Which lines below mention "absolute"? Pick each one out.

__________

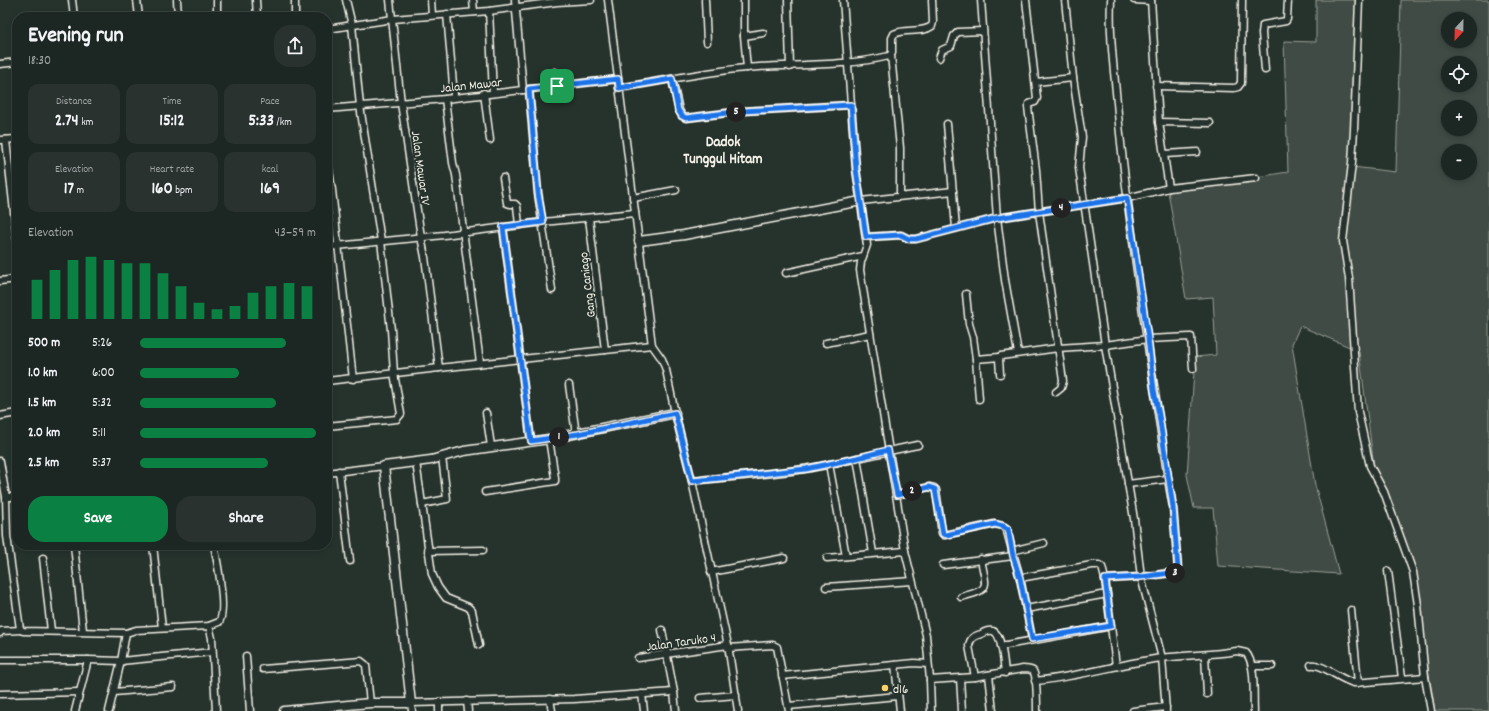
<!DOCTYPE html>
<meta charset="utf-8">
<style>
body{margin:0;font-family:Dekko,sans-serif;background:#29322f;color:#f1f3f6;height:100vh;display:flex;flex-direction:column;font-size:15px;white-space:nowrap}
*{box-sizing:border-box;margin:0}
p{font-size:13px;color:#a0a5a5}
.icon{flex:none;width:22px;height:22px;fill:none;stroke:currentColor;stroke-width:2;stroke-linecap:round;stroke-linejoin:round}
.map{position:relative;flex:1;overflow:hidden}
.details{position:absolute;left:12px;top:12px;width:320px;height:538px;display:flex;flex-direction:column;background:#1c2622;border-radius:16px;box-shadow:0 2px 6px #0003,0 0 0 1px #3a4340}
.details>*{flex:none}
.needle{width:26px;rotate:202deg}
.fabs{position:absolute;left:1441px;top:12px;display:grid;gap:8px}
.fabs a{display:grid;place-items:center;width:36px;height:36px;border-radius:50%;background:#1c2622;box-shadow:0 2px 6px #0003,0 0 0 1px #3a4340;font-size:20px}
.pin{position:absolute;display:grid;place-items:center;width:34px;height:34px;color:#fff;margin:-17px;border-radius:8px;box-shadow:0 2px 6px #0006}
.km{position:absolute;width:20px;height:20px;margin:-10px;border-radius:50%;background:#222;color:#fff;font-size:11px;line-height:20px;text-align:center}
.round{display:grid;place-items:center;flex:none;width:42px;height:42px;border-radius:16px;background:#29322f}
.head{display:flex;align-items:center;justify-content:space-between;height:68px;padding:0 16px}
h1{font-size:22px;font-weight:700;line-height:30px}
.stats{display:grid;grid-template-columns:repeat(3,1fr);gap:6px;height:68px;padding:4px 16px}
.stats div{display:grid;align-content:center;border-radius:10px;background:#29322f;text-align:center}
.stats b{font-size:17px;font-weight:700}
.stats small{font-size:11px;font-weight:400}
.stats p{font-size:11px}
.chart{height:112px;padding:8px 16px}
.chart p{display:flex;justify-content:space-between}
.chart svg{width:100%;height:72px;margin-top:4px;stroke:#0b8043;stroke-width:6}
.primary-button{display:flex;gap:8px;margin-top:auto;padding:8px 16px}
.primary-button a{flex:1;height:46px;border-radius:16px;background:#0b8043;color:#fff;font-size:16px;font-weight:700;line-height:46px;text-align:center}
.primary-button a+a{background:#29322f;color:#f1f3f6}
ul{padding:0 16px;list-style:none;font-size:13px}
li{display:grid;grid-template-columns:64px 48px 1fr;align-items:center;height:30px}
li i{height:10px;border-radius:5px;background:#0b8043}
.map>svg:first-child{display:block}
</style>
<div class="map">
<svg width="1489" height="711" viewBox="0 0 1489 711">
<rect width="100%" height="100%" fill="#26332d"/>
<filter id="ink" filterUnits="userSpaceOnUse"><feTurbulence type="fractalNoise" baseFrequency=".025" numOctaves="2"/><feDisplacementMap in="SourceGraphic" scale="8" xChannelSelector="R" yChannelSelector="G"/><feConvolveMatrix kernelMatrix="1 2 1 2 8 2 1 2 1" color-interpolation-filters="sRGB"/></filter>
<g filter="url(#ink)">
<path fill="#414b45" stroke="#9a9e96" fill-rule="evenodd" d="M1316,0H1360L1352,167L1396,172L1401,0H1489V711H1435L1416,595L1412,563L1375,474L1359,351L1300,326L1292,344L1315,485L1339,574L1218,566L1213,508H1194L1187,475L1195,357L1216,355L1213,297L1186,299L1168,191L1288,172L1284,41L1316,42ZM1448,19H1470V41H1448ZM1448,63H1470V85H1448ZM1448,107H1470V129H1448ZM1448,151H1470V173H1448Z"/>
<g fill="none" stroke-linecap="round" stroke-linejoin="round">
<defs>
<g id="minor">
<path d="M72,0L74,17"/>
<path d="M137,0L139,17"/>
<path d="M177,0L178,17"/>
<path d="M217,0V17"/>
<path d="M256,0L257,17"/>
<path d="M390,0L401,103L421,237L425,257L439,368"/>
<path d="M431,0L432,15"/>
<path d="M473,0L474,12"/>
<path d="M515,0L523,90"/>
<path d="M608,0L652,345L662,359L666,370L675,413L692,481L728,645L738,711"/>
<path d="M705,0L707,42"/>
<path d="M744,0V36L747,68"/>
<path d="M788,0L790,67"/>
<path d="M843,0L856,169L867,245L861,262L860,270L905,551L926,635L930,680L975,677L1023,669C1026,669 1030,669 1033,671C1037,676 1037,703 1037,711"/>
<path d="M981,0L997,218L1005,280L1018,353"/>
<path d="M1026,0L1037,98L1035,102L1029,104L1028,107L1036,170L1039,212L1063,381L1061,388L1056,392"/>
<path d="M1065,0L1073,78L1082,137L1079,168L1105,345L1148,339L1190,337H1191L1193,369"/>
<path d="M1111,0C1109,39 1115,76 1118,114C1130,237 1150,358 1168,479L1128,484"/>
<path d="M1134,0L1151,1"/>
<path d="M1151,0L1159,122L1169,188"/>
<path d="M1359,0L1354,130L1352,163L1343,241L1349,278L1358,412L1370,466L1384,492L1413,572L1418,605L1425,677L1431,711"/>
<path d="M489,11L493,93"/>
<path d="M447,14L454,96"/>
<path d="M295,17V0"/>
<path d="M327,29L393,19L489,11L557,2L591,0"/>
<path d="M744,36L763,33"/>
<path d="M891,55L900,148V196"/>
<path d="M939,58L942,50L951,46L954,36L958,32L983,31"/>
<path d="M0,64L17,62"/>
<path d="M1265,70L1262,33L1263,25L1286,21L1287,19L1288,0"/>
<path d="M555,72L557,86"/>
<path d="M672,79L679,110L682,116L686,118L743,111L851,105"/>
<path d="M1036,82L1073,78"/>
<path d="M1156,86L1234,88L1238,87L1241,83L1242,0"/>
<path d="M619,88C662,81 703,72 746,68C793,64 844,67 889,56L892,53V38L894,34C905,28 921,34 932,26L933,22L932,0"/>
<path d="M529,89L538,193L552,290"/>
<path d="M484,93L490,140"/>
<path d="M445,99L453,163L456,175L480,363"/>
<path d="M327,109L445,99L618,79"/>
<path d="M1159,122L1210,123"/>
<path d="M947,124L956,228"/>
<path d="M0,140L17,139"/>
<path d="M6,140L17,239"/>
<path d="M1165,154L1197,152"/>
<path d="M327,157L332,190L353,379"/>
<path d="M503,178L507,203L510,204H515L517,206L519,225"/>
<path d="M633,198L676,190"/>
<path d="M861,201L953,191"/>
<path d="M589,218L605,350"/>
<path d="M503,227L531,441"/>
<path d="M866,237L901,235L909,239H916L997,218L1127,198L1169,188L1256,178"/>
<path d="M327,247L444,235L543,222L635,213"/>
<path d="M786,273L863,256"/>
<path d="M0,281L17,279"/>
<path d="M966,294L969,324L973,337L976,359L979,399"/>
<path d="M826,343L870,334"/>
<path d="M976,359L1000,357"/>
<path d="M1000,374L999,359L1001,356L1058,348L1105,345L1134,519L1141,577L1162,658L1166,711"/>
<path d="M327,381L439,368L652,345"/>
<path d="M569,385L576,434"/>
<path d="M486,413L491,446"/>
<path d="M0,416L17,413"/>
<path d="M327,426L397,419L401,414L394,373L391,330L381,241L360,106L352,25L346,0"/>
<path d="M857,458L873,553"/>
<path d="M0,461L6,497L7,536L20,629L23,631L126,633L121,661L109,711"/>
<path d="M416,462L432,574L438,587L446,598L468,607L472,611L479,645"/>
<path d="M829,464L846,556"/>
<path d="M339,471L350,561"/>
<path d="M327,473L384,466"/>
<path d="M692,481C729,476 767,475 804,469C843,463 880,452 918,445"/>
<path d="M485,492L555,481V478L549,439"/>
<path d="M897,495L929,487L934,488L936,490L942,533L944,535L995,524L1003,526L1006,528L1020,578L1032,639"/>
<path d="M6,497H17"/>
<path d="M422,504L447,499L442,457"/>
<path d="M74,545L83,631"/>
<path d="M153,545L162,628"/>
<path d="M428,551L483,550"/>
<path d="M1012,551L1044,543"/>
<path d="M43,558L51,631"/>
<path d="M827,558L905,551"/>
<path d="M943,565L1013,556"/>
<path d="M1388,571L1402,678"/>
<path d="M711,572L784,558"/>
<path d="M1020,578L1092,565H1099L1102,567L1105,579L1116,666"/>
<path d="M1105,579L1141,577L1177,572L1178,569L1173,507L1168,479"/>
<path d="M826,587L912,581"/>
<path d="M961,597C992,589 986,588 981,559"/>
<path d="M1026,609L1107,594"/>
<path d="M1351,610L1358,683"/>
<path d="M209,626L212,638L216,711"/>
<path d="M662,630L674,692"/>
<path d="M0,633L1,631L21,630"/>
<path d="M126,633L136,630L209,626L219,622C227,611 217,560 214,545"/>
<path d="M1001,646L1111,626"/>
<path d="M728,648L773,645L777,647L789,711"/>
<path d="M1205,655L1207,694"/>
<path d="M246,656L250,711"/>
<path d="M638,658L728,645"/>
<path d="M0,660H88L75,711"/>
<path d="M88,660L121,661L212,652"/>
<path d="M895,665L900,711"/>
<path d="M1311,665C1322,663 1340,680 1354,683L1425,677"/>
<path d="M1252,666H1272"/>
<path d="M263,669L361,661L366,665L370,703"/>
<path d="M989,675L993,711"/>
<path d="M782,676L914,663L928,664"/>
<path d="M975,677L969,646C970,638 974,636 981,634C984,632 989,630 993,631C1002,634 1004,664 1005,673"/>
<path d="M960,678L962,711"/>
<path d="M930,680L931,711"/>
<path d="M1035,681C1078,677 1119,664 1161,658C1187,655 1212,655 1237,651L1246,653C1256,663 1253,697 1254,711"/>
<path d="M114,692L173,687"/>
<path d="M0,694L79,692"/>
<path d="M642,694L644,711"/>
<path d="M700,698L736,695"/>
<path d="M550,699L552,711"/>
<path d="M467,701L468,711"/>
<path d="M439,702V711"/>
<path d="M788,706L898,696"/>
<path d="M412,711L411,703L574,699L674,692L676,711"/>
<path d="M1133,711L1166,707"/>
</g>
<g id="tertiary">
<path d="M639,241L684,235L861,201"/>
<path d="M284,711L370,703H411L384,466L431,460L464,451L549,439L675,413"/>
</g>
</defs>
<use href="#minor" stroke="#f4f1e8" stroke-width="9"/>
<use href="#tertiary" stroke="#f4f1e8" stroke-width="11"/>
<use href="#minor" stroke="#26332d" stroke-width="6"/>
<use href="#tertiary" stroke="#26332d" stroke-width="8"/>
</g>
</g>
<g fill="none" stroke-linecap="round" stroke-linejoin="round" filter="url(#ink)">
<defs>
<path id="route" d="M618,79L619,88L672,79L678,110L682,116L686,118L743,111L851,105L856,169L866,237L901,235L909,239H916L997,218L1127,198L1148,339L1154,390L1159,415L1173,507L1178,569L1177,572L1141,577L1105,579L1111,626L1032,639L1020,578L1013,556L1008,529L1003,526L995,524L946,535L943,534L935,489L929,487L897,495L888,450L857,458L806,469L692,481L675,413L578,434L531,441L503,227L543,222L538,193L529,89Z"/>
</defs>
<use href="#route" stroke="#fff" stroke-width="8"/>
<use href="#route" stroke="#1a73e8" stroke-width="5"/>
</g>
<circle fill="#ffd166" stroke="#26332d" stroke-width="1.5" cx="885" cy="688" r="4"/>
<g text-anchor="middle" stroke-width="4" stroke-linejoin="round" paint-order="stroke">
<g font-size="13" fill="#f4f1e8" stroke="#26332d">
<text transform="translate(471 84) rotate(-6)" y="5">Jalan Mawar</text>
<text transform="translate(422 168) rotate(82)" y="5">Jalan Mawar IV</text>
<text transform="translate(586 285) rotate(-97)" y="5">Gang Caniago</text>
<text transform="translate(681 641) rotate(-8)" y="5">Jalan Taruko 4</text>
</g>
<g font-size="13" fill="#f4f1e8" stroke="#26332d" text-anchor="start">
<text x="893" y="693">d16</text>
</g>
<g font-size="15" font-weight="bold" fill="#f4f1e8" stroke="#26332d">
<text x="723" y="146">Dadok<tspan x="723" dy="17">Tunggul Hitam</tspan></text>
</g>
</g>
</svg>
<div class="fabs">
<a><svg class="needle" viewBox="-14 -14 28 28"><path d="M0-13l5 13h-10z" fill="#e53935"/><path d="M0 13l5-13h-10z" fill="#a0a5a5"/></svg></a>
<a><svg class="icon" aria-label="locate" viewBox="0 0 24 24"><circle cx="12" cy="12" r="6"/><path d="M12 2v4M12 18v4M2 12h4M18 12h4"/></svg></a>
<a>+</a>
<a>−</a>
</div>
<div class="pin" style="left:557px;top:86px;background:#1e9e55"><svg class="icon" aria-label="arrive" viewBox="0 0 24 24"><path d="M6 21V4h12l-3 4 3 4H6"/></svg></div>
<b class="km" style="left:559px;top:437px">1</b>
<b class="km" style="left:912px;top:491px">2</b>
<b class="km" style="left:1175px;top:573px">3</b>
<b class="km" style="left:1061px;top:208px">4</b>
<b class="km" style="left:736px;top:112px">5</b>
<section class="details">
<div class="head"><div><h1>Evening run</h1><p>18:30</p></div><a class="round"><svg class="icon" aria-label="share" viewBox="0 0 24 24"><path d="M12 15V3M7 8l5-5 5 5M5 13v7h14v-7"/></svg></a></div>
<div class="stats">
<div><p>Distance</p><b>2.74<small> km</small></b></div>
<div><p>Time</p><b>15:12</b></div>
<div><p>Pace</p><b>5:33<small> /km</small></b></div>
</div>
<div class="stats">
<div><p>Elevation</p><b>17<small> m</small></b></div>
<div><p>Heart rate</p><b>160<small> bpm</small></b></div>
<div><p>kcal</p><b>169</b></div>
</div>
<div class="chart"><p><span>Elevation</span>43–59 m</p>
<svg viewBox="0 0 160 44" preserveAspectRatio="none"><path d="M5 44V20M15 44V14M25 44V8M35 44V6M45 44V8M55 44V10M65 44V10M75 44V16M85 44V24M95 44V34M105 44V38M115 44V36M125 44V28M135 44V24M145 44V22M155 44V24"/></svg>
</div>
<ul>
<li><b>500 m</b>5:26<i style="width:83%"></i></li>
<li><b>1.0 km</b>6:00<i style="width:56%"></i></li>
<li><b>1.5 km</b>5:32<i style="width:77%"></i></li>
<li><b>2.0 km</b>5:11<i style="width:100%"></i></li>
<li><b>2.5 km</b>5:37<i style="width:73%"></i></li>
</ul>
<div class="primary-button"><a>Save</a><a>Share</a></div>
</section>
</div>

__________

Answer to this problem:
.details{position:absolute;left:12px;top:12px;width:320px;height:538px;display:flex;flex-direction:column;background:#1c2622;border-radius:16px;box-shadow:0 2px 6px #0003,0 0 0 1px #3a4340}
.fabs{position:absolute;left:1441px;top:12px;display:grid;gap:8px}
.pin{position:absolute;display:grid;place-items:center;width:34px;height:34px;color:#fff;margin:-17px;border-radius:8px;box-shadow:0 2px 6px #0006}
.km{position:absolute;width:20px;height:20px;margin:-10px;border-radius:50%;background:#222;color:#fff;font-size:11px;line-height:20px;text-align:center}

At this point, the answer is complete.